Для Лючии отрадою стала огромная, мощенная камнем Красная площадь, где кипело точно такое же многолюдье, как на Пьяцце в праздничный день. Сходство довершали ошеломляюще-роскошные, варварски-пышные и очаровательно-дисгармоничные купола собора Василия Блаженного, столь остро напомнившие Лючии ту смесь мрамора, гранита, яшмы, порфира, бронзы, мозаики, скульптуры, резьбы, которая называлась собором Святого Марка, что у путешественницы дух захватило. Восторг сделался почти экстатическим, когда она поглядела на темные лики русских мадонн, погруженных в ровную и важную задумчивость. Они трогали сердце гораздо больше, чем даже мадонны Леонардо, и Лючия подумала, как хорошо было бы привезти в дар собору Святого Марка несколько таких картин (они назывались иконы). И тут же она едва не рассмеялась вслух этой мысли – столь типичной для венецианки. Ведь общеизвестно, что собор Святого Марка, по чьему-то остроумному замечанию, является альбомом Венецианской республики: альбомом, в который каждый венецианец, возвращающийся из отдаленного похода или странствия, считает себя обязанным внести и свою строку. Между тысячами колонн и колонок из порфира, серпентина, змеевика, яшмы и тому подобных немало таких, которые были силою взяты или похищены венецианцами из других храмов. В Венеции ходит легенда о некоем пилигриме, который обокрал гроб господень, дабы украсить собор Святого Марка! Сюда все годилось: и нероновские квадриги, и грубые каменные бабы, оставленные в степях скифскими царями, и статуя Аполлона, который по переходе сюда был окрещен святым Иоанном, и Юпитер, переименованный в Моисея… Языческие надписи, арабская вязь казались искусным орнаментом, нарочно изготовленным для украшения храма. Даже надгробные доски византийцев пошли на вставки в стены этого собора.
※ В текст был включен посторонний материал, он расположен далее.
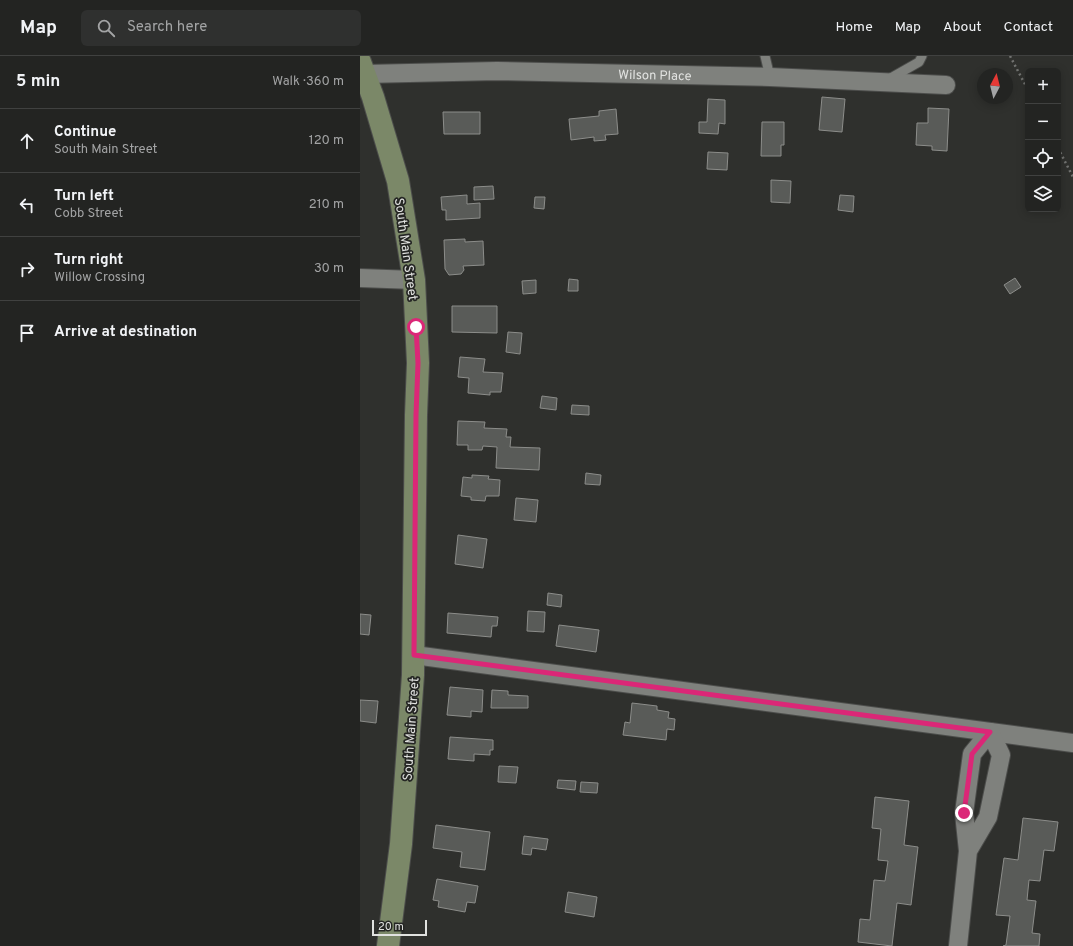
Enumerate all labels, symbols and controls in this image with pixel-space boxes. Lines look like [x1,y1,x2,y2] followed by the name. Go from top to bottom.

Да что! Рассказывали про одну венецианскую патрицианку, славившуюся своей красотой и недоступностью, которая отдалась французскому королю, чтобы раздобыть золота на украшение Святого Марка!

Иконы настолько очаровали Лючию, что она без раздумий отдалась бы кому угодно, чтобы их заполучить, да вот беда: кроме изможденного монаха, снимавшего догоревшие свечи, здесь никого не было, а монах сей, судя по всему, чрезмерно старательно умерщвлял свою плоть.

Отложив сие предприятие на потом и чувствуя себя несколько угоревшей в пропахшей ладаном духоте храма, она поспешила наружу – и тут сделалась добычею не менее чем двадцати нищих, бросившихся на разодетую даму со всех сторон. В голове у Лючии помутилось от звона их цепей, от протяжных стонов, от зрелища ветхих одежд, гноящихся глаз, гниющих ран, которые были выставлены на всеобщее обозрение…

Прижав к груди муфту, она с ужасом озиралась, выискивая хотя бы малую щель, через которую можно было протиснуться, но не находя пути к бегству. Она уже решилась было отступить в храм и просить помощи у бестелесного служки, как вдруг послышался властный оклик, потом свист трости, жалобные вопли тех, кому достались удары, и какой-то господин, склонившись перед Лючией, подал ей холеную, украшенную перстнями руку. Блестели тугие локоны вороного парика, блестел мех воротника, блестели пряжки на башмаках… Вполне европейское обличье, вздохнула с облегчением Лючия и умильно улыбнулась, когда глаза ее встретились с напряженным взором ее спасителя. Чудилось, только светская выдержка помогла ему сдержать уже готовое сорваться изумленное восклицание. Он поджал и без того тонкогубый рот, отчего напряглись желваки на щеках, и что-то отталкивающее проглянуло в этих гладко выбритых, припудренных, ухоженных чертах… Впрочем, тут же любезная улыбка вспорхнула на его уста, да и голос был – ну просто горячий шоколад!